Tuesday, 21 August 2012

Hannah

I wrote this a little while ago and I thought I'd share it on here. It's just a picture in words of an experience I had in Kenya, and of a particular child's story. I think it goes some way to explaining why I feel so strongly about helping in some way.


Kenya. In the heat of the day we walk along a dusty, red road as the children dance around us, giggling and playing. They tug at our hands, demanding to be swung in the air, full of joyful energy. One of them looks intently at me, pointing at my eyes. I realise she is fascinated by her reflection in my sunglasses so I take them off and give them to her to try on. More giggles follow, and her friends come to investigate as we turn off the road and head towards a group of houses in the distance. Women bent under the weight of the bundles of sticks on their backs stop to watch us. Small children stare at us curiously.


A small, dark room. Concrete floor, corrugated iron roof, narrow bed behind a thin curtain. Firewood piled along one wall and across the rafters. Two smiling faces, one old, one young, Hannah and her grandmother.

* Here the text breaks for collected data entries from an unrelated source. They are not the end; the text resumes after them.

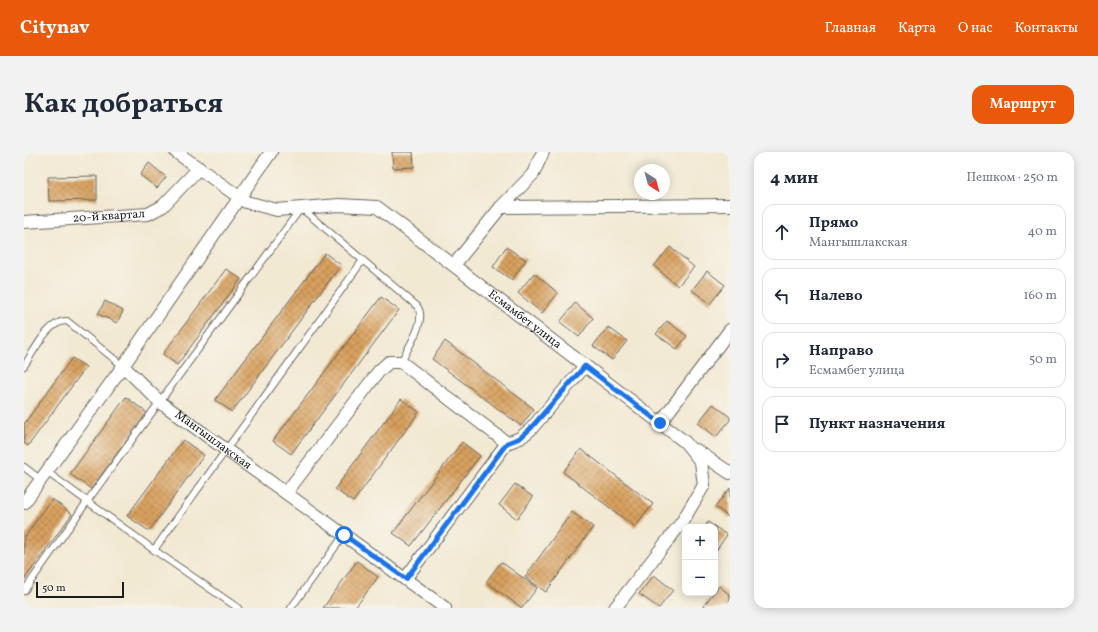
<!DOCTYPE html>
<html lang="ru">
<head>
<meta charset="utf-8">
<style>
  :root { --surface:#fff; --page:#f2f2f3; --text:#1f2937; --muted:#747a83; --line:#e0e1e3; --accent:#ea580c }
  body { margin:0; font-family:Vollkorn,serif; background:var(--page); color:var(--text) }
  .controls { position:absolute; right:12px; bottom:12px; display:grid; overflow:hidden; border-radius:8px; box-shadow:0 2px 10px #0003 }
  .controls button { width:36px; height:36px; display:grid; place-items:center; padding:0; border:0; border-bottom:1px solid var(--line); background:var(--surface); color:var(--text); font:20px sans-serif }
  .compass { position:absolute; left:610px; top:12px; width:36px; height:36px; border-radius:50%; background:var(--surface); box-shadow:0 2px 10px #0003; rotate:144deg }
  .scale { position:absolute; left:12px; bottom:10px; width:88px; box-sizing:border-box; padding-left:4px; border:2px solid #1c1c1c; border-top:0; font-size:11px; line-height:14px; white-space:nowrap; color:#1c1c1c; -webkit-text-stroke:3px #f7f3e8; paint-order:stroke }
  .stop { position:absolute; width:12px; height:12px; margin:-9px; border:3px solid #1a73e8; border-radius:50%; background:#fff }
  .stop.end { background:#1a73e8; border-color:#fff; box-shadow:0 1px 4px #0008 }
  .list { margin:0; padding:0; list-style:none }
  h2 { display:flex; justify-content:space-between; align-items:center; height:52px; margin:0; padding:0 16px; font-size:17px }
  h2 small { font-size:13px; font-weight:400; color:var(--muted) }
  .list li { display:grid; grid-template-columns:26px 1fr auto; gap:12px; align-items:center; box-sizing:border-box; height:56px; margin:0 8px 8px; padding:0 8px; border:1px solid var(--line); border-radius:12px }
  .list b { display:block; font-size:15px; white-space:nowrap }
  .list p { margin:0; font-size:13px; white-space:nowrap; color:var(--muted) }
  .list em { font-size:13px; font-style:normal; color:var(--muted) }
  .icon { flex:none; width:22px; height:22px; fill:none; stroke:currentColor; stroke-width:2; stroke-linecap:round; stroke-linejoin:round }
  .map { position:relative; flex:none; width:706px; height:456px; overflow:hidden; border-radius:12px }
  header { display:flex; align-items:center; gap:24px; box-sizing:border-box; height:56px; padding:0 20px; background:var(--accent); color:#fff }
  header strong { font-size:19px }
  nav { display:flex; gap:22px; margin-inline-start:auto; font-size:14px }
  .intro { display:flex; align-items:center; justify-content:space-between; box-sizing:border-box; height:96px; padding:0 24px }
  h1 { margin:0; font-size:28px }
  .button { padding:10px 18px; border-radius:12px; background:var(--accent); color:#fff; font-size:14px; font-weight:700 }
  main { display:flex; gap:24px; padding:0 24px }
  aside { flex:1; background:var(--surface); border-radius:12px; box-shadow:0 2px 10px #0003 }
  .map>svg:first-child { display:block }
</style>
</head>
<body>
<header>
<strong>Citynav</strong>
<nav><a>Главная</a><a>Карта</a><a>О нас</a><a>Контакты</a></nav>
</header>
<div class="intro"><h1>Как добраться</h1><a class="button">Маршрут</a></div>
<main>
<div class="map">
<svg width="706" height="456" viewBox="0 0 706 456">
  <defs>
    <pattern id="building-cross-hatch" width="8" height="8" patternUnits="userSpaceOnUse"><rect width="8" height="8" fill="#d9a15e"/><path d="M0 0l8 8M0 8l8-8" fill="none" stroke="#af824d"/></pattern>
  </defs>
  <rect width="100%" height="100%" fill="#f7f3e8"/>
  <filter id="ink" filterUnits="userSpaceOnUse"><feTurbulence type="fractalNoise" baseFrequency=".025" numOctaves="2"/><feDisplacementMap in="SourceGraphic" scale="8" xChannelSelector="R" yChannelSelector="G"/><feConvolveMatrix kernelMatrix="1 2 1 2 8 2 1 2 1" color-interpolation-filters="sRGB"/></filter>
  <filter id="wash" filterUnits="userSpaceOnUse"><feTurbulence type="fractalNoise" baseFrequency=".012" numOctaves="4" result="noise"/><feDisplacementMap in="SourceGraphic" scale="16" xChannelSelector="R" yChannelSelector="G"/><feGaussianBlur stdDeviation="0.9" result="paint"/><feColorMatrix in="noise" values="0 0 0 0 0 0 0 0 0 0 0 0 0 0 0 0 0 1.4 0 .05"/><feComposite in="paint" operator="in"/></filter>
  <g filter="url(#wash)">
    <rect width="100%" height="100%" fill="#f2e9d3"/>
    <g id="blocks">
      <path fill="url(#building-cross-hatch)" d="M368,0H389L390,15L369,16Z
        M125,11L142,25L133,36L116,23Z
        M73,24V48L25,49L24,25Z
        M482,95L502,108L488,128L469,115Z
        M646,95L670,115L654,134L630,114Z
        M301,101L317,113L208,260L191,248Z
        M202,117L217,127L153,213L139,202Z
        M683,119L701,133L686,152L668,138Z
        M510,121L534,141L518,161L494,141Z
        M357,145L375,158L267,302L249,289Z
        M81,149L99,159L93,171L74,162Z
        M551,151L569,166L555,185L536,170Z
        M643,169L663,184L653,197L632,182Z
        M584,175L603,189L588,208L569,194Z
        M421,189L510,257L497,274L408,207Z
        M48,206L62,215L4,294L0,291V272Z
        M102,245L123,261L67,337L46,322Z
        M377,247L395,260L329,350L311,337Z
        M689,252L706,265V268L692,285L674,271Z
        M159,288L180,303L125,379L103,364Z
        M438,290L456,304L387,394L369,381Z
        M557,297L629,352L611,375L539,320Z
        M491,332L509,345L493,367L475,353Z
        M706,336V366L691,355Z
        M28,347L48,362L0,428V386Z
        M548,360L569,375L522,440L501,425Z
        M684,370L703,383L691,400V375H681Z
        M333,409L354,425L331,456H299Z
        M477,410L513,436L498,456L462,430Z
        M630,423L649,438L635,456L615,442Z
        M695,434L706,443V456H683L680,453Z"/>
    </g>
  </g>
  <g filter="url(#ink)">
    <use href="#blocks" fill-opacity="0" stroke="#67645c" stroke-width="1"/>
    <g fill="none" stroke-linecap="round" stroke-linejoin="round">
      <g stroke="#67645c" stroke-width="8">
        <path id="service" d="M0,214C10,200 24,168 43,169L99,214
          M0,315L17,328
          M23,320L130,398
          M0,439L67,344L277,56L393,154C404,168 384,195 377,210
          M214,456L130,398L339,108
          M267,456L320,383"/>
      </g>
      <g stroke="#67645c" stroke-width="14">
        <g id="minor">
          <path id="s1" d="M152,0L222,50L253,58L315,53L353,55L661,290L677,310L680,333L658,370L591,456"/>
          <path d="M477,55L706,53"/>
          <path id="s2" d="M0,70L124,62L139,54L175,16"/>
          <path d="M430,113L477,55L509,22L519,0"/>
          <path d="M99,214L247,0"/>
          <path d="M636,271L706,178"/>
          <path d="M672,298L706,321"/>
          <path d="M262,341L355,219L365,210H377L483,291"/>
          <path id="s3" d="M0,351L99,214L136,250L421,456"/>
          <path d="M381,427L483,291L496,286L507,277L561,214"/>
        </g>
      </g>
      <use href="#service" stroke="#fff" stroke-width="6"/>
      <use href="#minor" stroke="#fff" stroke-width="12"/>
    </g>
  </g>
  <g fill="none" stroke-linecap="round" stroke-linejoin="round" filter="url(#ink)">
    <path stroke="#1a73e8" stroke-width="5" d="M320,383L382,427L483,291L496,286L506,277L561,214L636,271"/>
  </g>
  <g text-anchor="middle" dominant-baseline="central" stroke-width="4" stroke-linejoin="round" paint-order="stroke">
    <g font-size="12" fill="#1c1c1c" stroke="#f7f3e8">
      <text stroke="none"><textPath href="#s2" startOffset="85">20-й квартал</textPath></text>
      <text stroke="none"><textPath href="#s1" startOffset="404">Есмамбет улица</textPath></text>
      <text stroke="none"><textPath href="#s3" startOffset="286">Мангышлакская</textPath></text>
    </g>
  </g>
</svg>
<div class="controls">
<button>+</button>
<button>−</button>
</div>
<svg class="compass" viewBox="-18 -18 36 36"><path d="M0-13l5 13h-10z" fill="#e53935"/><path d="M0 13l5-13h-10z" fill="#747a83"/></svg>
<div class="scale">50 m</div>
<div class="stop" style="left:320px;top:383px"></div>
<div class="stop end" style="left:636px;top:271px"></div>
</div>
<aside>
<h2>4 мин<small>Пешком · 250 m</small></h2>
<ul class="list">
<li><svg class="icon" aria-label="ahead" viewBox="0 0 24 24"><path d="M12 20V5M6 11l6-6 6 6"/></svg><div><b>Прямо</b><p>Мангышлакская</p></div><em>40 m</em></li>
<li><svg class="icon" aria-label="left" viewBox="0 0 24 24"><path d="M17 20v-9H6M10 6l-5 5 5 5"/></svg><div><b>Налево</b></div><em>160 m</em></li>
<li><svg class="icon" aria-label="right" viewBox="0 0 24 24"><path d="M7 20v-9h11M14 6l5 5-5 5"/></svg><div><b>Направо</b><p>Есмамбет улица</p></div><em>50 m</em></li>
<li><svg class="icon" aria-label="arrive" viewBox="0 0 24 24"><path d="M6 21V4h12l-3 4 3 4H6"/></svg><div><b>Пункт назначения</b></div></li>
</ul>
</aside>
</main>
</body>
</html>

I smile and extend my hand to the old lady as she welcomes us into her home and shows us to the only place to sit. I hold her hand in my own, noticing the wrinkled and calloused skin that speaks of hard work and a difficult life. Her story isn’t unusual in Africa – her daughter died soon after childbirth and with the child’s father not around she was left to care for her granddaughter. She works every day collecting and selling firewood to make enough money to provide for her. 


Hannah. Cheeky grin, assertive personality, determined to be first in line for the new toys at school. Dancing, grinning, singing, skipping, never still. How is it that she is so happy yet she has so little? She is fiercely affectionate towards us even though she hardly knows us, claiming us as her own, gripping our hands as if we will leave her if she does not hold on to us. And then I realise… she has no mother, no father, both have left her. No wonder she stays so close, holds on so tightly.